Jonathan Nolan and Lisa Joy’s Westworld adaptation has come a long way from early reports of its fitful production, including calls for extras to perform some “genital-on-genital touching.” Now in its second season, the sci-fi/western thriller series has offered engrossing mystery after mystery, and several great performances from its core cast, including Jeffrey Wright, Evan Rachel Wood, and Thandie Newton. But even though the roles of the fictional torture park’s guests and hosts may have been reversed after the season-one finale, nudity is still very much in play. The season-two premiere, which aired last night, had one of Westworld’s main storytellers letting it all hang out in the middle of an uprising, something actor Simon Quarterman thinks everyone should give a try.
Speaking with Vulture, Quarterman, who plays Lee Sizemore, says he immediately told Nolan and Joy “sure, whatever you need,” when they asked him to join the many other people who have taken it all off for the show, including Newton. For Quarterman, it’s about more than just tit for tat: “Women have to reveal a lot all the time, and it felt so in keeping with what we were doing with the themes and with the tables being turned. And obviously, doing it with Thandie, who spent most of the season last year naked.” The actor says he “found it incredibly powerful, actually.... I thought it was important for that scene to happen.” In fact, Quarterman would “recommend it to anyone.” Though he was concerned during the filming of the scene, in which Maeve (Newton) orders Lee to strip down fully before changing into cowboy clothes, he ultimately found it “quite liberating because it is shown now. Can’t go back, can’t hide that anymore. It is just a body. I mean, we’ve all got one. It’s very liberating.”

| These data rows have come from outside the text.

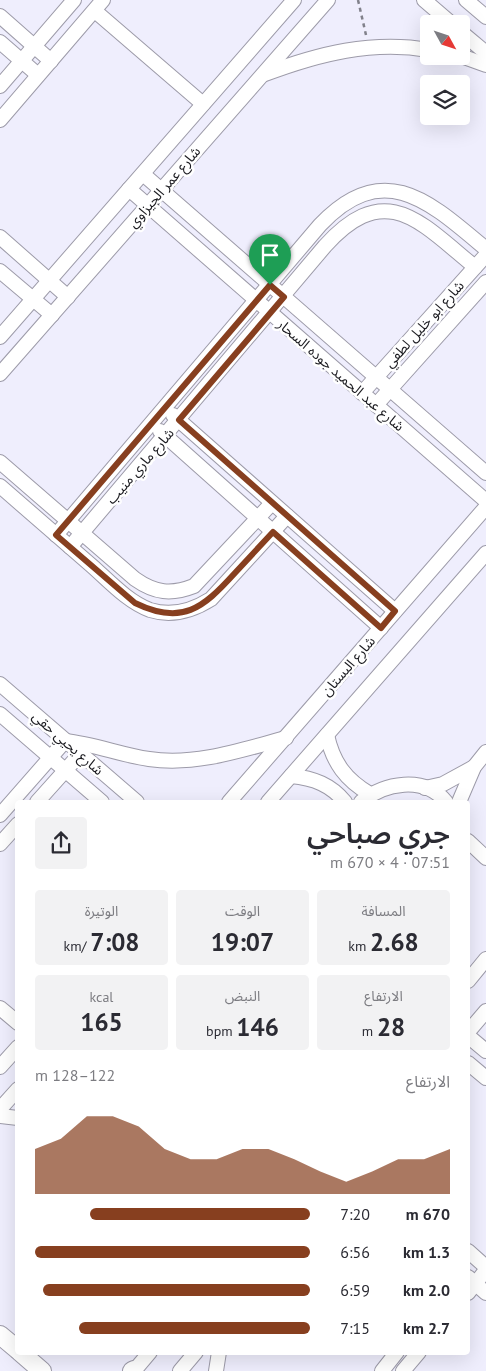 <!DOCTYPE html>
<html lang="ar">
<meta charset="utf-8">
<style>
:root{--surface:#fff;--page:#f2f2f3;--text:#2b2b33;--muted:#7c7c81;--accent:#873f1f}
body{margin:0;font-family:"PT Sans","Noto Sans Arabic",sans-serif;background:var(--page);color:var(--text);direction:rtl;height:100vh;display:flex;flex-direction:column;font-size:19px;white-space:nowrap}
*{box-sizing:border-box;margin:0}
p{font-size:16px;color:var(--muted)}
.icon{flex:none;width:28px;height:28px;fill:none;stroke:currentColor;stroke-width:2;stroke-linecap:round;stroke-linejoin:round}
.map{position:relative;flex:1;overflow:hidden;direction:ltr}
.sheet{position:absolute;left:15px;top:800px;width:455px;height:555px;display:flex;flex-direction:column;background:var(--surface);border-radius:5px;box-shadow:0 5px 20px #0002;direction:rtl}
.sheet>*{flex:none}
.needle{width:32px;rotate:130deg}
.tools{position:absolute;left:420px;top:15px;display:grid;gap:10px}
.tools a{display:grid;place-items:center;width:50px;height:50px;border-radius:5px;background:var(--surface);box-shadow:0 5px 20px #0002;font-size:25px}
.pin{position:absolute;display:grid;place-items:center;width:42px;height:42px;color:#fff;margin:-51px -21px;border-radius:50% 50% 50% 0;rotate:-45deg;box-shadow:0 0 5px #0007}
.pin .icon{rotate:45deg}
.round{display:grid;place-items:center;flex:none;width:52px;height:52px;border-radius:5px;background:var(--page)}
.overview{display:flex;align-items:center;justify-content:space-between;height:85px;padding:0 20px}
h1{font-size:28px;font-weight:600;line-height:38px}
.metrics{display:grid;grid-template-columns:repeat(3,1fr);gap:8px;height:85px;padding:5px 20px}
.metrics div{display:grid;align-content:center;border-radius:5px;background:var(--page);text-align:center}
.metrics b{font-size:25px;font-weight:600}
.metrics small{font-size:14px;font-weight:400}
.metrics p{font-size:14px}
.chart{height:140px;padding:10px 20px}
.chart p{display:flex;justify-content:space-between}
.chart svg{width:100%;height:90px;margin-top:5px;fill:var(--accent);opacity:.7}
ul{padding:0 20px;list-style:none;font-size:16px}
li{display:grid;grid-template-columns:80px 60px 1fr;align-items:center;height:38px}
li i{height:12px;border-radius:6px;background:var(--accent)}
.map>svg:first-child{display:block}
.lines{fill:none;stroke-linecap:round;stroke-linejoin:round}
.minor-casing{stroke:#9d9ba9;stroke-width:16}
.tertiary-casing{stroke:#9d9ba9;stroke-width:20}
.path{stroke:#81818b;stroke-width:2.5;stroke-dasharray:4 4;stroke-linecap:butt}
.minor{stroke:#fff;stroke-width:14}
.tertiary{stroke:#fff;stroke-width:18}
.route-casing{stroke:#fff;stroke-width:10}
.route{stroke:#873f1f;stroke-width:6}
.labels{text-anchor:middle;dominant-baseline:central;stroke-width:5;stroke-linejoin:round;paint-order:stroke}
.street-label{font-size:14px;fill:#1a1a1f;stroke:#fff}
</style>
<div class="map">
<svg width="486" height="1371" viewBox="0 0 486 1371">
<rect width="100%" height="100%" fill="#efeefd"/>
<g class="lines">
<g class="minor-casing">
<g id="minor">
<polyline points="424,0 452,24"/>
<polyline points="466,0 486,17"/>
<polyline points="95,11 203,104"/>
<polyline points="0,16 51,61"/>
<polyline points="461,32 486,53"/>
<polyline points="0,42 38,75"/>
<polyline points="461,56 486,65"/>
<path d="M265 74C318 54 372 40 429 50"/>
<polyline points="0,86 74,0"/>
<polyline points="0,120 103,0"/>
<polyline points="143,174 486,473"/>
<polyline points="129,189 486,501"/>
<polyline points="0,237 68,297"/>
<polyline points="0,271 52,315"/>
<polyline points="0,337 294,0"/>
<polyline points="0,374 328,0"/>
<polyline points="362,393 486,255"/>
<polyline points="376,405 486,282"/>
<polyline points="173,415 395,611"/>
<polyline points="160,431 381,628"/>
<path d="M0 462 135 579C155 593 171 595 194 586L272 503"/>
<path d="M0 486C31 513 61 539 92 566 109 581 128 602 150 610 172 617 192 611 211 599L287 516"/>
<path d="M56 535 320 225C384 157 431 203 486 249"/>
<path d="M70 547 325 246C386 178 421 223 475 267"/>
<polyline points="0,684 137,802"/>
<polyline points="0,714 102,802"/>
<path d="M327 735C333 763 346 780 370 794"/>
<path d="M291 776C314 778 331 785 345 802"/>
<polyline points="425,788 443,784 474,767"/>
<polyline points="37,802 80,754"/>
<polyline points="229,802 486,507"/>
<polyline points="268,802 486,553"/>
<path d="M361 802C384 783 424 775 446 802"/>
<polyline points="459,802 474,767 486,752"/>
<path d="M0 815 65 741C94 744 121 755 149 759 195 766 242 750 286 738"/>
<polyline points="468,841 486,858"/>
<polyline points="0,844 18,824"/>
<polyline points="468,981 486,959"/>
<polyline points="0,1008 18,1023"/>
<polyline points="468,1032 486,1011"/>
<polyline points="468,1036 486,1051"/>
<polyline points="468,1063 486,1078"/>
<polyline points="0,1067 18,1047"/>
<polyline points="0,1109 18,1089"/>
<polyline points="0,1116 18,1118"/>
<polyline points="468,1251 486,1267"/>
<polyline points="468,1277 486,1293"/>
<polyline points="468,1293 486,1270"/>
<polyline points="134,1371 150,1352"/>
<polyline points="180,1371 196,1352"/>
<polyline points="216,1371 219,1352"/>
<polyline points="382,1371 397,1352"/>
<polyline points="403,1371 419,1352"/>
</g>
</g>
<g class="tertiary-casing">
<g id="tertiary">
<polyline points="0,1335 18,1350"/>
<polyline points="20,1352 42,1371"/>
<polyline points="132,1371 134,1370"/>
</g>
</g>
<polyline class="path" points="358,0 366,35"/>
<use href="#minor" class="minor"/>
<use href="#tertiary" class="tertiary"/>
</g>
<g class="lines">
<g class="route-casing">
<path id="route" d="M270 285 284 297 179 420 395 611 381 628 273 532C260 546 247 560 234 574 203 608 182 626 135 603L56 535Z"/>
</g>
<use href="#route" class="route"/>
</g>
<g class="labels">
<g class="street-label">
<text transform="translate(164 187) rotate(-49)">شارع عمر الجيزاوي</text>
<text transform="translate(424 324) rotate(-48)">شارع ابو خليل لطفي</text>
<text transform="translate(341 375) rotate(41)">شارع عبد الحميد جوده السحار</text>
<text transform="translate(140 466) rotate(-49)">شارع ماري منيب</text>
<text transform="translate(348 666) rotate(-49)">شارع البستان</text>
<text transform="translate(68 743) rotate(41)">شارع يحيي حقي</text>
</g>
</g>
</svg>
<div class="tools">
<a><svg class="needle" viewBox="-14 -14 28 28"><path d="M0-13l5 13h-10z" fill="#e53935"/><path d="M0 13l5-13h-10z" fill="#7c7c81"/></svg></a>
<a><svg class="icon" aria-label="layers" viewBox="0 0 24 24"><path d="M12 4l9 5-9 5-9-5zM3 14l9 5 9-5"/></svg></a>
</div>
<div class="pin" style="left:270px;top:285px;background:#1e9e55"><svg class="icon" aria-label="arrive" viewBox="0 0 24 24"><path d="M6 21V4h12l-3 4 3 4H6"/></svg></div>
<section class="sheet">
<div class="overview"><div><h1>جري صباحي</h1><p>07:51 · 4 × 670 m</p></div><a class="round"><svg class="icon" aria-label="share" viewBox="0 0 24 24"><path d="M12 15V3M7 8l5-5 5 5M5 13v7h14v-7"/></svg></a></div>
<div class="metrics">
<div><p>المسافة</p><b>2.68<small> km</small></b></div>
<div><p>الوقت</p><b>19:07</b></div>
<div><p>الوتيرة</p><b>7:08<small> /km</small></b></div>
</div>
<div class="metrics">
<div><p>الارتفاع</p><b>28<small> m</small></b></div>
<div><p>النبض</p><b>146<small> bpm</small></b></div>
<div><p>kcal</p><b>165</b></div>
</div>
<div class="chart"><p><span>الارتفاع</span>122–128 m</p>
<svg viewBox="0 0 160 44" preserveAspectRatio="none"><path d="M0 44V22L10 17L20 6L30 6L40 11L50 22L60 27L70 27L80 22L90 22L100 27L110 33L120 38L130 33L140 27L150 27L160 22V44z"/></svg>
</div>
<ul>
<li><b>670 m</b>7:20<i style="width:80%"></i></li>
<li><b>1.3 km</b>6:56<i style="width:100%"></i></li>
<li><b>2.0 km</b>6:59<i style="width:97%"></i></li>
<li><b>2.7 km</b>7:15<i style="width:84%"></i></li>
</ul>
</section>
</div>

Quarterman also remarks on the significance of Lee being exposed so completely, especially after taking a little criticism from Maeve about his scripting. The actor says, “It was very much about the tables being turned and the hosts suddenly becoming in control. It’s a mirroring of what these hosts have to go through. For Lee, it’s about the breaking down of this egoic construct and chipping away at the rules of that. The stripping down of it. Maybe there’s something lurking underneath.”